_GOAL OF THE EXERCISE_: Scan each line of the records for the word "Minified" and extract the ones that have it.

Collected data entries
============================================================

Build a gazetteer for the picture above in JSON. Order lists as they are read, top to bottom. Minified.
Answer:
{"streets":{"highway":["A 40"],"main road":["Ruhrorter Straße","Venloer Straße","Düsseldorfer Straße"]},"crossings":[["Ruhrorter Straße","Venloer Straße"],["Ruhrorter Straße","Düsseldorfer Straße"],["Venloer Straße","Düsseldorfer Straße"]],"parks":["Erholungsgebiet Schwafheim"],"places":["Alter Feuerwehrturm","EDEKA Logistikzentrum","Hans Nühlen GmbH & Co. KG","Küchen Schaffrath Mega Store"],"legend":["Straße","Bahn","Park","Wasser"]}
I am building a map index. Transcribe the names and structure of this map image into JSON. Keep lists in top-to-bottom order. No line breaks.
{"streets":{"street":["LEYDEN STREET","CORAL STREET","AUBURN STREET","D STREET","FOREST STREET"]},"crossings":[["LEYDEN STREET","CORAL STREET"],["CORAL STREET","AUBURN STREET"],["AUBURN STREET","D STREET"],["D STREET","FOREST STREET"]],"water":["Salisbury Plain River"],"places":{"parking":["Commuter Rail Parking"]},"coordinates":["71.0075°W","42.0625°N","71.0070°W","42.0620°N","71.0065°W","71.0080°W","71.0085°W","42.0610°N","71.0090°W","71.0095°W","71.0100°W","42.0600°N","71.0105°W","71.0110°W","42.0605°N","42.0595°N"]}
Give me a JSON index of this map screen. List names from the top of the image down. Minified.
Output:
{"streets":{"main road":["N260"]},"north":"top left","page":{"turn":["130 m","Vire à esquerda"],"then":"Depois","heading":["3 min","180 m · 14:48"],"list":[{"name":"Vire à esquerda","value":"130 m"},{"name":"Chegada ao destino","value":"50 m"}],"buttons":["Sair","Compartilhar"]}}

============================================================

_WRITTEN REPLY_:
Build a gazetteer for the picture above in JSON. Order lists as they are read, top to bottom. Minified.
Give me a JSON index of this map screen. List names from the top of the image down. Minified.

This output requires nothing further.